OAKLAND -- Redevelopment of the Oakland Army Base was supposed to get city residents back to work, but initial estimates show that the thousands of projected construction jobs might not materialize for years, if at all.

City officials were shocked recently when the project's largest contractor, Turner Construction Co., told them that its work at the base would generate only about 1,000 jobs over the next seven years and that it might have as few as 50 workers there during the first few years of construction.

"When I saw the numbers, I jumped," said Pat Cashman, the city's point person on the Army Base development.

The $247 million first phase of the project, set to begin late next year, involves substantial grading work, which isn't labor-intensive, Cashman said.

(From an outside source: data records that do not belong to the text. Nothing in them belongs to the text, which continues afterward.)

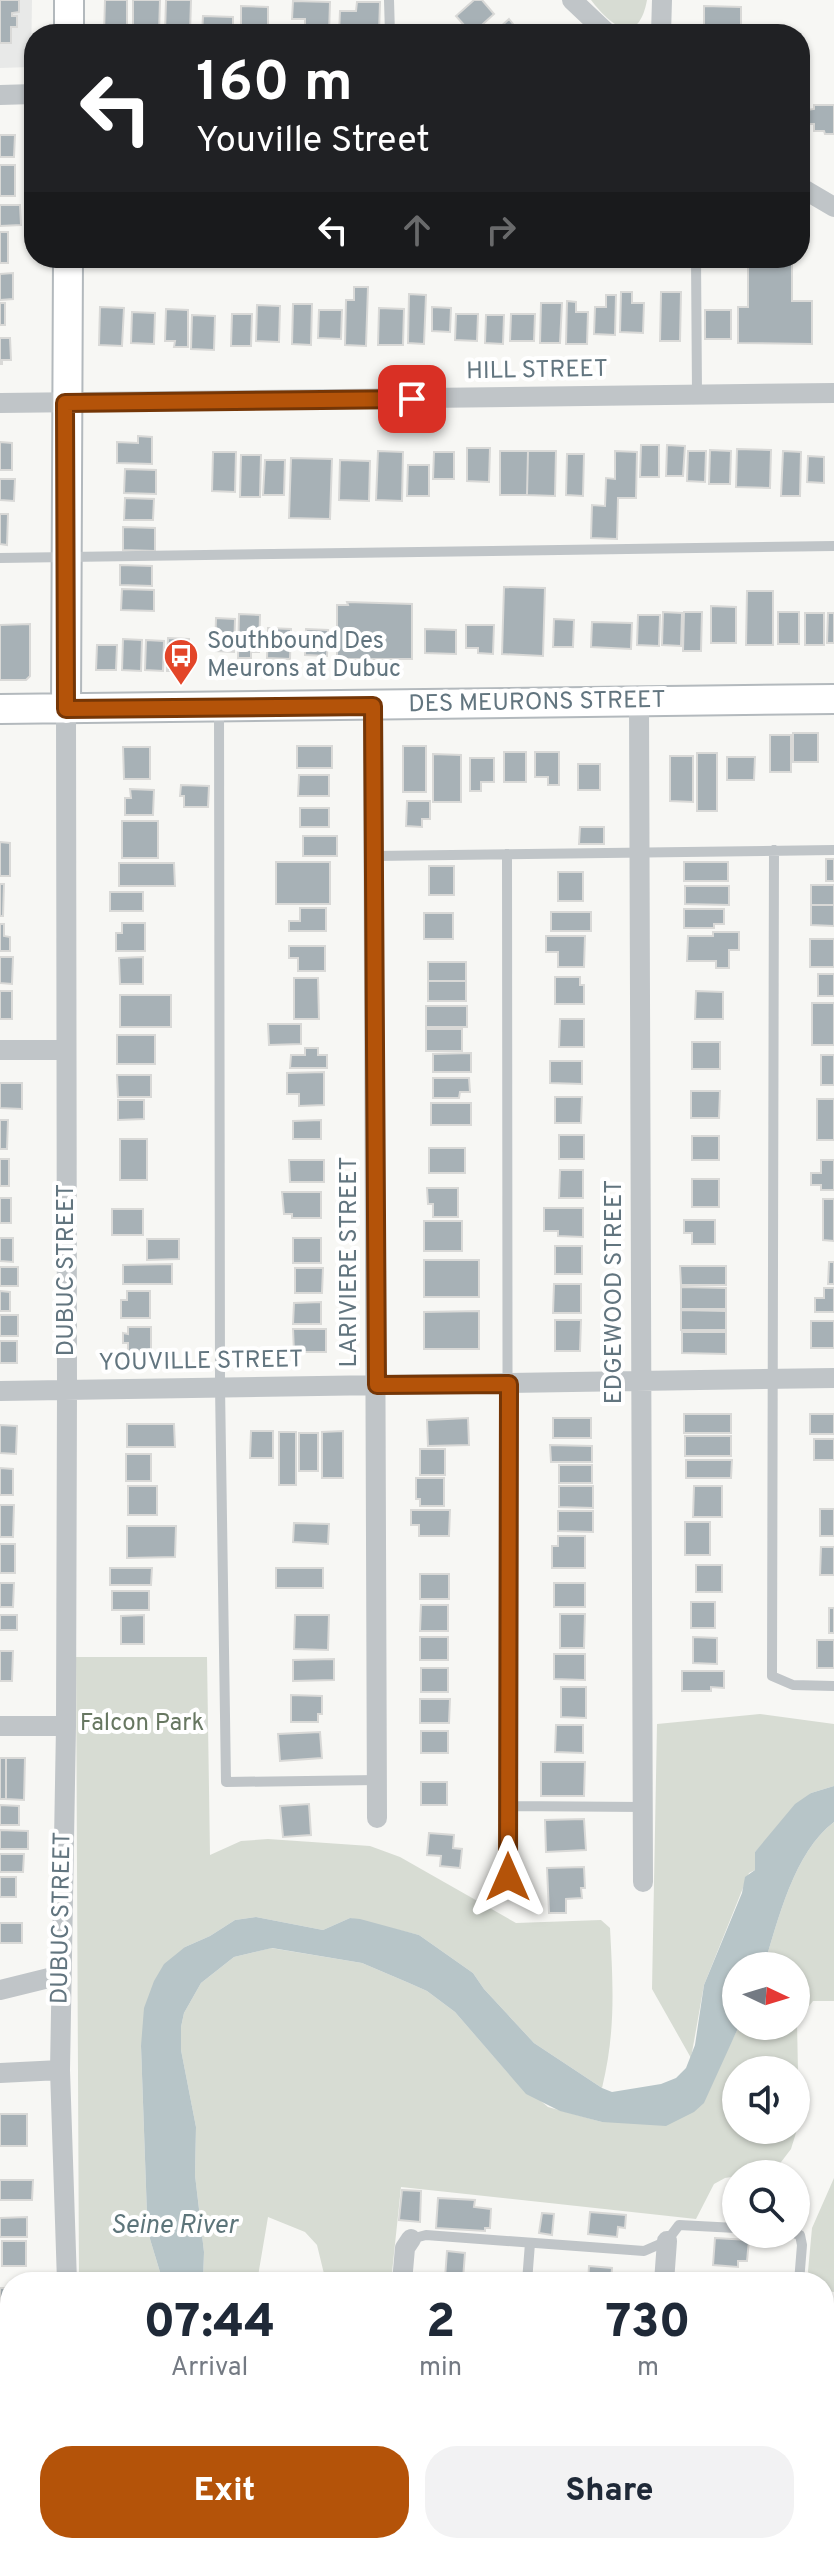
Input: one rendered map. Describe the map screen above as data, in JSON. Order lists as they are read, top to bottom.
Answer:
{
  "streets": {
    "street": [
      "HILL STREET",
      "DES MEURONS STREET",
      "LARIVIERE STREET",
      "DUBUC STREET",
      "EDGEWOOD STREET",
      "YOUVILLE STREET"
    ]
  },
  "crossings": [
    ["HILL STREET", "DUBUC STREET"],
    ["DES MEURONS STREET", "LARIVIERE STREET"],
    ["DES MEURONS STREET", "DUBUC STREET"],
    ["DES MEURONS STREET", "EDGEWOOD STREET"],
    ["LARIVIERE STREET", "YOUVILLE STREET"],
    ["DUBUC STREET", "YOUVILLE STREET"],
    ["EDGEWOOD STREET", "YOUVILLE STREET"]
  ],
  "water": ["Seine River"],
  "parks": ["Falcon Park"],
  "places": {
    "bus stop": ["Southbound Des Meurons at Dubuc"]
  },
  "north": "right",
  "page": {
    "turn": ["160 m", "Youville Street"],
    "eta": [
      "07:44",
      "Arrival",
      "2",
      "min",
      "730",
      "m"
    ],
    "buttons": ["Exit", "Share"]
  }
}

An aerial view of the Oakland Army Base looking east in Oakland, Calif. in December, 2008. (Laura A. Oda/Bay Area News Group Staff Archives)
An aerial view of the Oakland Army Base looking east in Oakland, Calif. in December, 2008. (Laura A. Oda/Bay Area News Group Staff Archives) ( LAURA A ODA/STAFF )

Providing jobs for Oakland residents has been a driving force behind the effort to transform the city's share of the former Army Base into a logistics and warehousing center servicing the nearby Port of Oakland.

The city demanded that half of all jobs go to Oakland residents and secured $500,000 a year to establish a center in West Oakland to help workers get training for anticipated Army Base jobs.

When the City Council approved the deal in June, a city news release stated that "the project requires that 50 percent of the projected 3,000 construction jobs and 2,200 operational jobs go to Oakland residents."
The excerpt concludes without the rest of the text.